Directeur : Didier Mazel  -  Adjoint au directeur : Christophe d'Enfert

Didier MAZEL Christophe d'Enfert

Le département Génomes et Génétique a été créé en 2006, reprenant une large partie des équipes qui formaient le département Structure et Dynamique des Génomes dirigé par Bernard Dujon. C'est Antoine Danchin qui en a assuré la direction de 2006 à 2009.

Notre département rassemble des équipes explorant la nature de l'information génétique chez des organismes à complexité croissante, allant des bactéries à l'homme, en passant par les levures.
Notre département regroupe environ 170 personnes dans 20 équipes (11 unités, 2 groupes à 5 ans, 2 laboratoires, 4 plateformes liées à la Genopole de l'Institut, et le groupe « Projets et Développement en Bioinformatique »).
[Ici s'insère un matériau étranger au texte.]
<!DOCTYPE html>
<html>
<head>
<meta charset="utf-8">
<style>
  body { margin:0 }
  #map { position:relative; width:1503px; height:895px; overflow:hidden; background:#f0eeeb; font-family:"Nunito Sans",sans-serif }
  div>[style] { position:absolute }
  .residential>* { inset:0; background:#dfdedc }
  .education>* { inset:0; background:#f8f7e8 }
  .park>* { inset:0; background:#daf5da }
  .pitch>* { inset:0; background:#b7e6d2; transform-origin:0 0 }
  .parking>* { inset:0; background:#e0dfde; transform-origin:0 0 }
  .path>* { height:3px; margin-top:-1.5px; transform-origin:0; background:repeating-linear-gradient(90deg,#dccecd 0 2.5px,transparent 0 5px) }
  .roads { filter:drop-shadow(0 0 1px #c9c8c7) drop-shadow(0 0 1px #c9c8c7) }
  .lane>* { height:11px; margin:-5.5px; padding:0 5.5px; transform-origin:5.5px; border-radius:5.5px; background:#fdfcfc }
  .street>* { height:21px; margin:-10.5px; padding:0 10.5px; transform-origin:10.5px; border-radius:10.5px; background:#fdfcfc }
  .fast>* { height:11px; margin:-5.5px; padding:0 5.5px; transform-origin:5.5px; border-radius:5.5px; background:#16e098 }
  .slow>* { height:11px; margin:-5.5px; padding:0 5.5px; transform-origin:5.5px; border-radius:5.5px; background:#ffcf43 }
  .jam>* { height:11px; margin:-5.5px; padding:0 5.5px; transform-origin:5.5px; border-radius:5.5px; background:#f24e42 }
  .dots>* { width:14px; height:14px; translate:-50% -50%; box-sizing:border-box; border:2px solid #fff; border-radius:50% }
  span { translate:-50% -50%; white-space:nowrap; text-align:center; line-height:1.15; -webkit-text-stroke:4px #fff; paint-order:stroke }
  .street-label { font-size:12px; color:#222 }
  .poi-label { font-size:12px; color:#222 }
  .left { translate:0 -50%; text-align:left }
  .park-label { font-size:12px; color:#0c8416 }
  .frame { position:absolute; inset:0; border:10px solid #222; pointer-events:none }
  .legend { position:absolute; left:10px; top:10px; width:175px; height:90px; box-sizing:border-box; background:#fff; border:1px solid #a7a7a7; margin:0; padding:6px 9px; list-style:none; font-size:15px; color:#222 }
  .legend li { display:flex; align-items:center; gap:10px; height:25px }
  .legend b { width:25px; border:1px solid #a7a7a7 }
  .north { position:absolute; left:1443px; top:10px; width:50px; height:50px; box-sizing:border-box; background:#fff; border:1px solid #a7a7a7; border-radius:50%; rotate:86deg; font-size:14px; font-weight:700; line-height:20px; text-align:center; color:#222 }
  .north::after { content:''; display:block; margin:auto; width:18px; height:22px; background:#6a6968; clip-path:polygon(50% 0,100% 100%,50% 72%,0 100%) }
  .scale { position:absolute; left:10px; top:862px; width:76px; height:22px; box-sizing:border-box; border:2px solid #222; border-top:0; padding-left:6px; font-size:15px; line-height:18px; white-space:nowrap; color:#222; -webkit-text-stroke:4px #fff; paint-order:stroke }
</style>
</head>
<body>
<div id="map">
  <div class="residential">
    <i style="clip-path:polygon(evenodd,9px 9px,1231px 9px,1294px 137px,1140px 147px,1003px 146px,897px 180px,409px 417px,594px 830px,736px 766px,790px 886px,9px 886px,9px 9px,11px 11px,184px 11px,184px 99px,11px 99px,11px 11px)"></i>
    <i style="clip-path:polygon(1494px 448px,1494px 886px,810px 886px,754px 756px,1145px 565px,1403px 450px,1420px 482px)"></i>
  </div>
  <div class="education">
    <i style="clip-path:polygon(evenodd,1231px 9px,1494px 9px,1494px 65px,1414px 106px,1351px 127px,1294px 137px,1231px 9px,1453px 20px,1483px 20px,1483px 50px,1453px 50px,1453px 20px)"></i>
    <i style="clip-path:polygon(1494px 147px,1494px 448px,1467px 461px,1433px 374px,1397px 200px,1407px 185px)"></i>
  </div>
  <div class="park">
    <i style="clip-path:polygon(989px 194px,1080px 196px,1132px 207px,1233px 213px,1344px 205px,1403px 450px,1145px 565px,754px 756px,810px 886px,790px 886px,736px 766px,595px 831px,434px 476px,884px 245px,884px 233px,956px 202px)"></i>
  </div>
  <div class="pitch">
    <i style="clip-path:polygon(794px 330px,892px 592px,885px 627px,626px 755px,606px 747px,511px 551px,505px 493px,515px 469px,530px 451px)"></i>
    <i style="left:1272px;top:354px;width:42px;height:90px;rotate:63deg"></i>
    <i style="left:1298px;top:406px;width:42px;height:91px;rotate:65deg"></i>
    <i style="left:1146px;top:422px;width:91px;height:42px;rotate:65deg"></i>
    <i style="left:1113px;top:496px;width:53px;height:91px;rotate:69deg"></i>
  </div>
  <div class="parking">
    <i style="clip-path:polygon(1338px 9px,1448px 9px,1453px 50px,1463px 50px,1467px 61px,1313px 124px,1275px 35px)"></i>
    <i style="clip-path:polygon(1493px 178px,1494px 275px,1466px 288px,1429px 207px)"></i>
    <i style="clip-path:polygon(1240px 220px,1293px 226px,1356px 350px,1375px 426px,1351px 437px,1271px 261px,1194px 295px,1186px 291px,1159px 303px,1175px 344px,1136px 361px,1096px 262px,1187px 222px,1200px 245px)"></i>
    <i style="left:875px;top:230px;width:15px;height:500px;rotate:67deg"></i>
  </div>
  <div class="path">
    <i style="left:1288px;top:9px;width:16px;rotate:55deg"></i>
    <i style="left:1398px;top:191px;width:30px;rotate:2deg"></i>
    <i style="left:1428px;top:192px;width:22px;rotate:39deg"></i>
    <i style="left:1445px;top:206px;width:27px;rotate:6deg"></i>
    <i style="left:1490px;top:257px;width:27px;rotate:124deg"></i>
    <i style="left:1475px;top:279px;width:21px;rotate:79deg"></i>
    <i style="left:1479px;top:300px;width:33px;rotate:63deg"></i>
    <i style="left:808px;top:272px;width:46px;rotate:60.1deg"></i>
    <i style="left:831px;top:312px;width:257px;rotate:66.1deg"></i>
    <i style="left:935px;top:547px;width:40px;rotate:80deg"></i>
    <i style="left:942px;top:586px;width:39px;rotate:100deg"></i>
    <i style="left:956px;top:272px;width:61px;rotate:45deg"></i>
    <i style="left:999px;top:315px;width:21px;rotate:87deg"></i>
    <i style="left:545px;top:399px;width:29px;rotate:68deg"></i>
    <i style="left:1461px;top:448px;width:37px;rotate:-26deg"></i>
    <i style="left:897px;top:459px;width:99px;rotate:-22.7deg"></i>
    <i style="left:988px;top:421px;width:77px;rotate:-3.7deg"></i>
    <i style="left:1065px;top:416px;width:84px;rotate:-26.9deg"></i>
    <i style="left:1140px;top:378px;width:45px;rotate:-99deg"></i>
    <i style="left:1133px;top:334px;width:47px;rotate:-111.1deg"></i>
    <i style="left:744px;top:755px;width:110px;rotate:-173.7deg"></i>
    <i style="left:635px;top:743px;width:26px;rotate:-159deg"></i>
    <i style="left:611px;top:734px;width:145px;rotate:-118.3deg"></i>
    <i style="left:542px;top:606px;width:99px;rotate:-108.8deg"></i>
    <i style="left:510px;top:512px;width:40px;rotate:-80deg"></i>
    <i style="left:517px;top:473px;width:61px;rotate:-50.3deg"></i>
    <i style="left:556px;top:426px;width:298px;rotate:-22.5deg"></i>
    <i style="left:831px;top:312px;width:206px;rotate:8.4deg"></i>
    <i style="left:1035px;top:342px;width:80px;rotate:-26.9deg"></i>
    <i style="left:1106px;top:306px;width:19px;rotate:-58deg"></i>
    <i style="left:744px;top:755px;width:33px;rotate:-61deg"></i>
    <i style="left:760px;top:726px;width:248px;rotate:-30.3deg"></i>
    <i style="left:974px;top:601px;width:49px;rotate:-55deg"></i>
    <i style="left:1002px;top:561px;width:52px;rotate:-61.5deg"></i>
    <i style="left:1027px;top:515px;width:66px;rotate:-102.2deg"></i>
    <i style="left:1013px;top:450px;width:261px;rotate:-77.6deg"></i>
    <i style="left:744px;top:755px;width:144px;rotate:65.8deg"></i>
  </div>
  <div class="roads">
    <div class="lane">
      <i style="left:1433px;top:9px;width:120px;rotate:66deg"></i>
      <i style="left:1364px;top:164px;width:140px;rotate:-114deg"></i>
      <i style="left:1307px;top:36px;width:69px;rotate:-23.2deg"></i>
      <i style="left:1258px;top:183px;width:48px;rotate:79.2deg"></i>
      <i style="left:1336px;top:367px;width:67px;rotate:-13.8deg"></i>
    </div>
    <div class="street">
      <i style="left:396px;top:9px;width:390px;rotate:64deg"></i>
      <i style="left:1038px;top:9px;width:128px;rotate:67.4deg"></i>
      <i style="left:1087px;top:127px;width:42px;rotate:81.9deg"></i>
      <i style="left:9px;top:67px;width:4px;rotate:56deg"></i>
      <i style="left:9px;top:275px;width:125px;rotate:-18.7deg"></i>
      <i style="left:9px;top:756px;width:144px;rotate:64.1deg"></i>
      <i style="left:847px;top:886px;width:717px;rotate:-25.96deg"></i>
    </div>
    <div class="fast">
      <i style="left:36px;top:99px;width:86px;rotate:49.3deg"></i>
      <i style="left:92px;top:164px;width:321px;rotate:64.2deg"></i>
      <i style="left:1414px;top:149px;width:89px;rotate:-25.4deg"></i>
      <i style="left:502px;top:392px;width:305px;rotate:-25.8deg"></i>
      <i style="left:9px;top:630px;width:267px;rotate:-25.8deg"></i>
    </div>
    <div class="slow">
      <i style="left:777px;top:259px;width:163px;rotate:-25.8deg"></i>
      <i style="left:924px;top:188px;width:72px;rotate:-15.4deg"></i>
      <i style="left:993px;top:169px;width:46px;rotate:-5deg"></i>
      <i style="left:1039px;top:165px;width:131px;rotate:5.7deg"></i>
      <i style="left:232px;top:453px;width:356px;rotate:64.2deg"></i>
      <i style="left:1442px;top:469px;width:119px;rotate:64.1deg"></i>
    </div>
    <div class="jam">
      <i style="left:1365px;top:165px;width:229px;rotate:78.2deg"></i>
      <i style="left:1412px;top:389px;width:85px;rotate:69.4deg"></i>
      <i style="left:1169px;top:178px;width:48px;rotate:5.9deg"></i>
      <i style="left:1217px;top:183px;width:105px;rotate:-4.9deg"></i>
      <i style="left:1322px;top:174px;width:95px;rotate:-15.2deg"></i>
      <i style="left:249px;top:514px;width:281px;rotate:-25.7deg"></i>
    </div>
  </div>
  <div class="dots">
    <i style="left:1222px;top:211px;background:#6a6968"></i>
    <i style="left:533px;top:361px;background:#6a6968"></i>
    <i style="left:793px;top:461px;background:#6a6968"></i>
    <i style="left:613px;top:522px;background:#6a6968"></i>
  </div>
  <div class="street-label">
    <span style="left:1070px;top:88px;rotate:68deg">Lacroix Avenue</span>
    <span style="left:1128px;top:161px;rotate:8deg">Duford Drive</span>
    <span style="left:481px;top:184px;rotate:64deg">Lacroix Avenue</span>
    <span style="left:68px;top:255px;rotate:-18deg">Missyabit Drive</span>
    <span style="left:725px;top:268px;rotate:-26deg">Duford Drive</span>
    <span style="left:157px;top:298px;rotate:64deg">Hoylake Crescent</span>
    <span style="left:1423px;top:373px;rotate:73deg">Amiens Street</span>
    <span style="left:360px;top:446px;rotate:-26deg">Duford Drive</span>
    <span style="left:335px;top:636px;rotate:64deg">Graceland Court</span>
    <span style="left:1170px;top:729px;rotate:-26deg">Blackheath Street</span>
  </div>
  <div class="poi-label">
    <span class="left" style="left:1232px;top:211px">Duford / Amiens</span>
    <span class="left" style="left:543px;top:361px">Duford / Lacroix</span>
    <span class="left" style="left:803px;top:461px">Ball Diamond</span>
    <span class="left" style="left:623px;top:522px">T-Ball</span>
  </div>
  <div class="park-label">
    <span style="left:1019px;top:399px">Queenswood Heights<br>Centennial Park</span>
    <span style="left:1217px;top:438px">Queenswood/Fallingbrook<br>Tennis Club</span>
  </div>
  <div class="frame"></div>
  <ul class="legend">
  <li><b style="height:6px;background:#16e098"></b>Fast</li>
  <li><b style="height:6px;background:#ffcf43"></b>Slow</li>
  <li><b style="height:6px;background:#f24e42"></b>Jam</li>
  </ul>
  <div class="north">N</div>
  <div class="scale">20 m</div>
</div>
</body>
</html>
Nos équipes travaillent principalement dans 4 domaines :

  • La génomique évolutive
  • Les 3 R (Recombinaison, Réplication et Réparation)
  • Les réseaux fonctionnels et régulateurs
  • Les interactions hôte – pathogène

Nous utilisons toute la palette des approches génomiques et post-génomiques pour l'étude des différents modèles, qu'ils soient bactériens (principalement, les bacilles de la tuberculose, streptocoques, vibrios, et légionelles) ou levures (Saccharomyces cerevisiae, Schizosaccharomyces pombe, et Candida albicans), comme en génétique humaine. Ces différents organismes, pathogènes ou modèles, font l'objet d'investigations poussées qui visent à comprendre leurs modes de vie et les déterminants de leur caractère pathogène. Les levures sont étudiées, à la fois pour leur intérêt propre et comme archétype pour mieux comprendre la génétique humaine.
Le département se penche en outre sur l'évolution des agents infectieux et sur les pressions sélectives qu'ils ont exercées sur les gènes humains au cours du temps.
L'avancée de ces différents programmes de recherche bénéficie fortement des progrès que connaissent actuellement les nouvelles technologies de séquençage et de génotypage, et dans lesquels nous sommes directement impliqués, en particulier grâce aux plateformes du département qui font partie de la Genopole.
Nous avons aussi une très forte composante « in silico », en particulier autour de la modélisation des systèmes biologiques et l'analyse bioinformatique, développant ses propres projets de recherche, mais qui assure aussi un support aux différentes structures de recherche de l'Institut, en coordination avec le CIB.